Work instructions: Go through the data and copy each line that holds "Describe".

*** Block opens ***

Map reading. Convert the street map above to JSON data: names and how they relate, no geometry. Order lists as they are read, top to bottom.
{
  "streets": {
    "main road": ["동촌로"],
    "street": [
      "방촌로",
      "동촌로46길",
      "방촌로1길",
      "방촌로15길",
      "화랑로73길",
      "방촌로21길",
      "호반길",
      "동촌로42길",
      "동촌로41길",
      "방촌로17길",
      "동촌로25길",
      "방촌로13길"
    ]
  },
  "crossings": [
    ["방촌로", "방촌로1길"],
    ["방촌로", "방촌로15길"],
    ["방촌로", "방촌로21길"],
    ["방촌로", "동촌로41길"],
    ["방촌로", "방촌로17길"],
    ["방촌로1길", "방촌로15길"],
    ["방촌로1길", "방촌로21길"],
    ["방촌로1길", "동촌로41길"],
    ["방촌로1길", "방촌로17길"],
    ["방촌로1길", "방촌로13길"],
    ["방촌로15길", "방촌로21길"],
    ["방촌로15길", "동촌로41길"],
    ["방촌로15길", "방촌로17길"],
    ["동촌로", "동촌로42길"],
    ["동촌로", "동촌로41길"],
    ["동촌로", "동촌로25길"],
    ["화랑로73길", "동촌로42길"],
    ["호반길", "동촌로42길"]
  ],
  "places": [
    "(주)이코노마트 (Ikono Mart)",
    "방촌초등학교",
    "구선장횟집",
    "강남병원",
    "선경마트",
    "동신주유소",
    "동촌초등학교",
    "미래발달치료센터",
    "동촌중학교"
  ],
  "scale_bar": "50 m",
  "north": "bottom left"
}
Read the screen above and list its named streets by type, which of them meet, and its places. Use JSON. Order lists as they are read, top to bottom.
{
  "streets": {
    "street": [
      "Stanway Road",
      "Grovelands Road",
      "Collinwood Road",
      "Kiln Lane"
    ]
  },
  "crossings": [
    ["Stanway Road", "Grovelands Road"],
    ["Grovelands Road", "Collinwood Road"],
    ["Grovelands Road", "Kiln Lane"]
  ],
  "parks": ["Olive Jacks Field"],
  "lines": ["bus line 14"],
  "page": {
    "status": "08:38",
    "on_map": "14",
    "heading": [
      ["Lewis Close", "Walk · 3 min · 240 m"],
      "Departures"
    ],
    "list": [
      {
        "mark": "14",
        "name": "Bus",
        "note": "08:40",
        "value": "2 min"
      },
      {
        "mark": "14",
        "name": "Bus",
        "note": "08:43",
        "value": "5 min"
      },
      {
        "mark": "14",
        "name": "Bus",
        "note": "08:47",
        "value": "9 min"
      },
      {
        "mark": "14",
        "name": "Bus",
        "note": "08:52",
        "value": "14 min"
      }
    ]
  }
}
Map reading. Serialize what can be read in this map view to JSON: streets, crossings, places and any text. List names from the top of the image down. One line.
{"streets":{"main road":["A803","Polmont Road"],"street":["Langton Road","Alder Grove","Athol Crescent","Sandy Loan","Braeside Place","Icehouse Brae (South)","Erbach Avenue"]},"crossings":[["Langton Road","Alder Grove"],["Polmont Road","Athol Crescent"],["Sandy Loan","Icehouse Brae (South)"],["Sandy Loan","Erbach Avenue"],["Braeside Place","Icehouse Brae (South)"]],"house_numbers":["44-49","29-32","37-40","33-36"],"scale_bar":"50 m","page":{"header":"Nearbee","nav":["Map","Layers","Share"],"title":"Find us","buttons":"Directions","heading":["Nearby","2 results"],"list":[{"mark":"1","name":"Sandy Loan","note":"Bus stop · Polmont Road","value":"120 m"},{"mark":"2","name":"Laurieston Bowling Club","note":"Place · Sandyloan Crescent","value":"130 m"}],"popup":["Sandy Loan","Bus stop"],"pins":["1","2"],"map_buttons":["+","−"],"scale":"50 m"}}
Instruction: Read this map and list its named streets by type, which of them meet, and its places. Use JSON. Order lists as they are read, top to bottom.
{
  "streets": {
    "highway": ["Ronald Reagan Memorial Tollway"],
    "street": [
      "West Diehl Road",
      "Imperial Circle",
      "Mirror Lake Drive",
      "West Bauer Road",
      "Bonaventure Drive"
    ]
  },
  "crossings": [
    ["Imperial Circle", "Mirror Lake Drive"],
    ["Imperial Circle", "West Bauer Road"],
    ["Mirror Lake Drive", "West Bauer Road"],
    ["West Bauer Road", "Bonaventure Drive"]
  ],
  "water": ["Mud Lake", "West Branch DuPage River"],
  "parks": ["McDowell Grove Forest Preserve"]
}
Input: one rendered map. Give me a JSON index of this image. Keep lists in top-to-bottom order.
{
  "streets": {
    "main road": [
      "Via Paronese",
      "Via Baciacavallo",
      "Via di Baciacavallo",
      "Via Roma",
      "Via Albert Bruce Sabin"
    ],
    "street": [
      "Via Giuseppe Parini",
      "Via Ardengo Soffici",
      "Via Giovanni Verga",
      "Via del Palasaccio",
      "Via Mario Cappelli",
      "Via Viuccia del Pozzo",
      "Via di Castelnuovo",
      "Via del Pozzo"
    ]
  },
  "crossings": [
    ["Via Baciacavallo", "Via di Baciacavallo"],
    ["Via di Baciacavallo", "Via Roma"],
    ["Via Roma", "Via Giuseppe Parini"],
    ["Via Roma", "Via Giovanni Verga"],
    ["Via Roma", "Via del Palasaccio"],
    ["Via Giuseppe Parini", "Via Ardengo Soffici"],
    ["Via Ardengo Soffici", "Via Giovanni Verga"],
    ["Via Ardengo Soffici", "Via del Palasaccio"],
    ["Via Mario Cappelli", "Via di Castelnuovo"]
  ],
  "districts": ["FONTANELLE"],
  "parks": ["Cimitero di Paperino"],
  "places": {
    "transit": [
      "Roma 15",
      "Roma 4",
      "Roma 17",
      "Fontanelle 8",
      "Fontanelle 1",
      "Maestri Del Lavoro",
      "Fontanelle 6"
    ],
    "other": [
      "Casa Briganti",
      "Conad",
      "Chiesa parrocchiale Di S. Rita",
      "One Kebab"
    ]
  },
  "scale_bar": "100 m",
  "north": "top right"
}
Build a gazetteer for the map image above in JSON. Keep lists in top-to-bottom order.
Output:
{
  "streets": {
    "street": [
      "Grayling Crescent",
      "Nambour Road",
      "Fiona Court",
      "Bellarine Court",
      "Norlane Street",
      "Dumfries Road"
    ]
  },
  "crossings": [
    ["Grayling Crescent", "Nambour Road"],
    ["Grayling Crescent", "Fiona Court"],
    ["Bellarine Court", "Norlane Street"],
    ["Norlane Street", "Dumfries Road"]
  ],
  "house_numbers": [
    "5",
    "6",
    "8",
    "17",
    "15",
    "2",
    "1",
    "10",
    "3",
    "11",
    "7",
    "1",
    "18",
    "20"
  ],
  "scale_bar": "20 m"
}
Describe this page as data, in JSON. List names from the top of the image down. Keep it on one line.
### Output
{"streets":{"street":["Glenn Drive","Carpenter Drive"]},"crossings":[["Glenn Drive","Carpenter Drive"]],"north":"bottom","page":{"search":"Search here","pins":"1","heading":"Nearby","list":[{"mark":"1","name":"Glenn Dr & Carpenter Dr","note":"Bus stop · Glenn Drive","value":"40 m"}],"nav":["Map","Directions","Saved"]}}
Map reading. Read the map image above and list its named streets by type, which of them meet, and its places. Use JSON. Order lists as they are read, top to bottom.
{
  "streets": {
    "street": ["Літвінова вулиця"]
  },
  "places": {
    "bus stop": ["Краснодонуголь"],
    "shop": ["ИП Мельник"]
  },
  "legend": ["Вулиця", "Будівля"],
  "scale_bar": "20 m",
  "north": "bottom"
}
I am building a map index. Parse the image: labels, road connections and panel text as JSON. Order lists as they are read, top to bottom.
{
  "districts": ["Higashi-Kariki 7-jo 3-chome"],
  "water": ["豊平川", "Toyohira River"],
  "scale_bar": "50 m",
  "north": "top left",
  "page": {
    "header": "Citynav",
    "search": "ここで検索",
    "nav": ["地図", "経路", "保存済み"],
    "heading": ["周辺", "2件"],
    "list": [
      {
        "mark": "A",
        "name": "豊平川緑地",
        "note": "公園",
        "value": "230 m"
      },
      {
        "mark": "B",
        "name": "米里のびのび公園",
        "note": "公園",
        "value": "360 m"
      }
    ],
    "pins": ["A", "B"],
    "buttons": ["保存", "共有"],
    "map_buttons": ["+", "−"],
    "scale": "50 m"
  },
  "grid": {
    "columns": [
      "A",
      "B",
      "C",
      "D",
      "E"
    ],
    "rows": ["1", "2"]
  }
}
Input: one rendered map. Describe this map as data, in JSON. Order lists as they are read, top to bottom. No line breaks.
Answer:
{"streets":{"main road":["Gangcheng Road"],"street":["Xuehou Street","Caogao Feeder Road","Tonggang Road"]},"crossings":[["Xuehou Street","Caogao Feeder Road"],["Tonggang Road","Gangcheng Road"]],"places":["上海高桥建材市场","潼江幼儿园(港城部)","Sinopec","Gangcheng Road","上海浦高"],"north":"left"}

*** Block closes ***

Result of the task:
Describe this page as data, in JSON. List names from the top of the image down. Keep it on one line.
Input: one rendered map. Describe this map as data, in JSON. Order lists as they are read, top to bottom. No line breaks.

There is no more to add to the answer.